To remind you, a Hebrew University graduate student claimed in her thesis that the absence of any history of rapes of Arab women by Israeli soldiers proves that Jews are racists and oppressors, people who do not even regard Arab women as worthy of being sexually abused. The student at the Mount Scopus campus and her "research" were then awarded a university honor for these impressive "discoveries" by the "Shaine Center," a Hebrew University sociology "research" center dominated by far leftists. Nitzan had argued that abstaining from rape is just as inhumane and oppressive as "symptomatically raping" and in fact replaces it, because it just serves to reinforce the intolerance felt toward Arabs by Jewish soldiers. These racist soldiers think of Arabs as so inferior and horrid that they do not even feel a compulsion to rape them. While giving some shallow lip service to how the "question" of rape refusal is "very complex," Nitzan's own "answer" is quite simple and straightforward - it reflects Jewish racism against Arabs.

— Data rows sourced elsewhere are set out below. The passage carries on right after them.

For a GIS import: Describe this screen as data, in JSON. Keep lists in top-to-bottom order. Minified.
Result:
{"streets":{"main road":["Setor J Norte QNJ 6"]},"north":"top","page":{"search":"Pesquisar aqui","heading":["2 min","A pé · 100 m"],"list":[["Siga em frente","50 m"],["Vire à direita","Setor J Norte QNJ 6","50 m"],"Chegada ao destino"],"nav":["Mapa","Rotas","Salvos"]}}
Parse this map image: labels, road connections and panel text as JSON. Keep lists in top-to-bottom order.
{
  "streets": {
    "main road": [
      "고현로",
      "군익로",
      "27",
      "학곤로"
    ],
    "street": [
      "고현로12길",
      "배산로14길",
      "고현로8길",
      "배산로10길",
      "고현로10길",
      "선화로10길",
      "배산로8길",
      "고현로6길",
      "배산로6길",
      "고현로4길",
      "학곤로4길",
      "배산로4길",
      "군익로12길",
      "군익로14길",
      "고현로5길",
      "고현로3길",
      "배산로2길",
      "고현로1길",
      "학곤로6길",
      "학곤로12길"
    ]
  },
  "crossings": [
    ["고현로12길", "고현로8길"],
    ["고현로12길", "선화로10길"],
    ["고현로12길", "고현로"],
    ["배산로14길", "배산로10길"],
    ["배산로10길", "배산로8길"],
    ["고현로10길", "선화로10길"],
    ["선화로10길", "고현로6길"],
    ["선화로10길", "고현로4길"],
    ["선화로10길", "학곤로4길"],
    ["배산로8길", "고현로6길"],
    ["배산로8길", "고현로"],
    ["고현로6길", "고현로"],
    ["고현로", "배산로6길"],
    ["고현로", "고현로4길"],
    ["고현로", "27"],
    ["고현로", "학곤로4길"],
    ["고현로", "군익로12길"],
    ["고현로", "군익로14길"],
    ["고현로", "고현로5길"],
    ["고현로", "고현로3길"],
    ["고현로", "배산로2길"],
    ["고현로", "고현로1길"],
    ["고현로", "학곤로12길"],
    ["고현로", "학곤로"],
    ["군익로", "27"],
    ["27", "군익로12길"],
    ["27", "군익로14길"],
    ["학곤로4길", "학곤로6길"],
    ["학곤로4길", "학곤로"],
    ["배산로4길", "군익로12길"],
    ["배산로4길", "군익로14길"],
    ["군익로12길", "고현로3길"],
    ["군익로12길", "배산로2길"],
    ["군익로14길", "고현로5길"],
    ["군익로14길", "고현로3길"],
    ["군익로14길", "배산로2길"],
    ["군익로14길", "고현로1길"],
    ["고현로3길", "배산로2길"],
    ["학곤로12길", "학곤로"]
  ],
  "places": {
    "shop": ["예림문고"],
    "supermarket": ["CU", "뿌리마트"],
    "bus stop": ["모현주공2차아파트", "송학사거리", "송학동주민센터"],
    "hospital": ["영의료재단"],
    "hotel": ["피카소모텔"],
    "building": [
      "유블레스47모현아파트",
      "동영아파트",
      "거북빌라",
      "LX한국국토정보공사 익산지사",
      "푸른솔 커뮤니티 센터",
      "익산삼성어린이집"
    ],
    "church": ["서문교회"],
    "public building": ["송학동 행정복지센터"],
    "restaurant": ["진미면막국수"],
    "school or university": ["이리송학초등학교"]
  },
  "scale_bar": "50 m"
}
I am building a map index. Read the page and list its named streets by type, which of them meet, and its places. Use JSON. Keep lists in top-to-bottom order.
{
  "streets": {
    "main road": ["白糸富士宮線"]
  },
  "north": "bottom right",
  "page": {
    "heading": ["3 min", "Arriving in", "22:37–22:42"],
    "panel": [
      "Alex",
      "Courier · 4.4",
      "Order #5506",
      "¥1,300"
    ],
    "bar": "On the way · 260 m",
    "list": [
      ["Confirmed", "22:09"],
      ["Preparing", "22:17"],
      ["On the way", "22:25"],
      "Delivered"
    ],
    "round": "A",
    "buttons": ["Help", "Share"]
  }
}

Israel, she claimed, is so racist and anti-Arab that abstaining from rape is part and parcel of its determination to enforce rigid "lines of division." She asserted that individual soldiers who refuse to rape represent an intentional policy of oppression roughly similar to when governments order mass rape, because in both cases the "policy" serves to subordinate and dehumanize the oppressed victim population. The thesis drew its "scientific" conclusions from interviews with 25 reserve soldiers, ages 23-32, who served as combat troops in the "occupied territories" during the intifada. None of the comments by any of these soldiers supports or provides any confirmation, even the most indirect, to any of the lunatic "conclusions" reached by Nitzan.
Facing a storm of public outrage, the president of Hebrew University, Prof. Menachem Magidor, and the Rector, Prof. Haim D. Rabinowitch, jointly issued an announcement defending the student and dismissing those who expressed outrage over the contents of the thesis.

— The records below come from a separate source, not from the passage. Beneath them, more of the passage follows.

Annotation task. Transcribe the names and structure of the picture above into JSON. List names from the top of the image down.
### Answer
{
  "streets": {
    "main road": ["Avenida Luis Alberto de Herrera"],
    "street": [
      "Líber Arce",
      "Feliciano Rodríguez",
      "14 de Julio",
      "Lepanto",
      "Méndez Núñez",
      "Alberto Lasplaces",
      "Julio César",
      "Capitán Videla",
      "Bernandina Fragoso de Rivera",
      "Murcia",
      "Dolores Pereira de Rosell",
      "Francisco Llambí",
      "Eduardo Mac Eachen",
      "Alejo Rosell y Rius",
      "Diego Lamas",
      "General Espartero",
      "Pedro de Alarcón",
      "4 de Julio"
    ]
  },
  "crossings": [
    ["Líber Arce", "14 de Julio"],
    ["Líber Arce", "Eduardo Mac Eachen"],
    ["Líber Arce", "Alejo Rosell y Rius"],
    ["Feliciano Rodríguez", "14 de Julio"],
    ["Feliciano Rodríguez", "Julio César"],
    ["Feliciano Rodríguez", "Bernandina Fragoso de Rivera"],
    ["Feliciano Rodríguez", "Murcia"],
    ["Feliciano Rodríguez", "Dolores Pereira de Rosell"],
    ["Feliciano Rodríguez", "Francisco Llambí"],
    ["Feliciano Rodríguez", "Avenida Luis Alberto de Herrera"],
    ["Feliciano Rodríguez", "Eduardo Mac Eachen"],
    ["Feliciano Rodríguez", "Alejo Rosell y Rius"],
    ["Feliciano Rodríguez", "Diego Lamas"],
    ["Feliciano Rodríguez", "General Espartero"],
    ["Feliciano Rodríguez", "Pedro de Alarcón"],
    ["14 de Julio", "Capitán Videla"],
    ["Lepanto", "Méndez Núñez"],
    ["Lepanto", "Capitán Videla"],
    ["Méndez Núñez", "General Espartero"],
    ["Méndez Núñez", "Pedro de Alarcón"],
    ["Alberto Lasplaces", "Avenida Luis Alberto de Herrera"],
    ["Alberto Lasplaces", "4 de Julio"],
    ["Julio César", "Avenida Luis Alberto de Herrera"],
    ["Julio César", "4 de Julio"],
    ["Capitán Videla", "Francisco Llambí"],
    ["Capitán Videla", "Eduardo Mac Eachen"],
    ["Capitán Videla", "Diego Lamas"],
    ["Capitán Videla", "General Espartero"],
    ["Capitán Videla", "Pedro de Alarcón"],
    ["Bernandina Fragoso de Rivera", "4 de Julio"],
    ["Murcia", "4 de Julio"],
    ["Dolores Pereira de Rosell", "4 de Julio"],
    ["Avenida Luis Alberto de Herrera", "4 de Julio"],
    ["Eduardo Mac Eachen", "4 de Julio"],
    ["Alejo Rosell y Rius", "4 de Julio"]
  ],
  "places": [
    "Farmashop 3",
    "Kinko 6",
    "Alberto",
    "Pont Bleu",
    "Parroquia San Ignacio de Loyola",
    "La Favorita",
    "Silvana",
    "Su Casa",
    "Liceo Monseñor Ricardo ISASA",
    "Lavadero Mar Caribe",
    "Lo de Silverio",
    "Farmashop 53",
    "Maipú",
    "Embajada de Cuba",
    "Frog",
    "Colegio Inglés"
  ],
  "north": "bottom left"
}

The "Non-Rape as Racism" thesis was co-supervised by one Eyal Ben-Ari, a Hebrew University professor of sociology, who claims to know something about the sociology of the military. Ben-Ari is a far-leftist with a track record of turning out anti-Israel propaganda, such as claims that Israel is an ultra-militarist society, and much of his propaganda is misrepresented as scholarly research. The other co-supervisor of the rape thesis was Ben-Ari's co-author in a book about Israeli "militarism." Israeli feminist groups never had a word to say about that "thesis" nor about Ben-Ari's role in inventing the "No rape as Racism" hypothesis.
From his role in the rape thesis, it was already known that Ben-Ari had goofy ideas about sexual (mis-)behavior. But now it turns out that the ultra-feminist Israel-bashing professor of sociology practices what he preaches.
The very same Professor Eyal Ben-Ari was arrested yesterday for suspected rape and sexual abuse of his students, and arraigned before the Jerusalem magistrate's court. It seems that Ben-Ari made it a habit to condition giving nice grades to and getting research grants for his female students on their sleeping with him. He was clearly not being racist though, because he is the same guy who discovered the academic finding that raping proves you are not racist. The police claim Ben-Ari had been behaving thus for the past fifteen years! This was not the first Hebrew University professor arrested for sexual misbehavior.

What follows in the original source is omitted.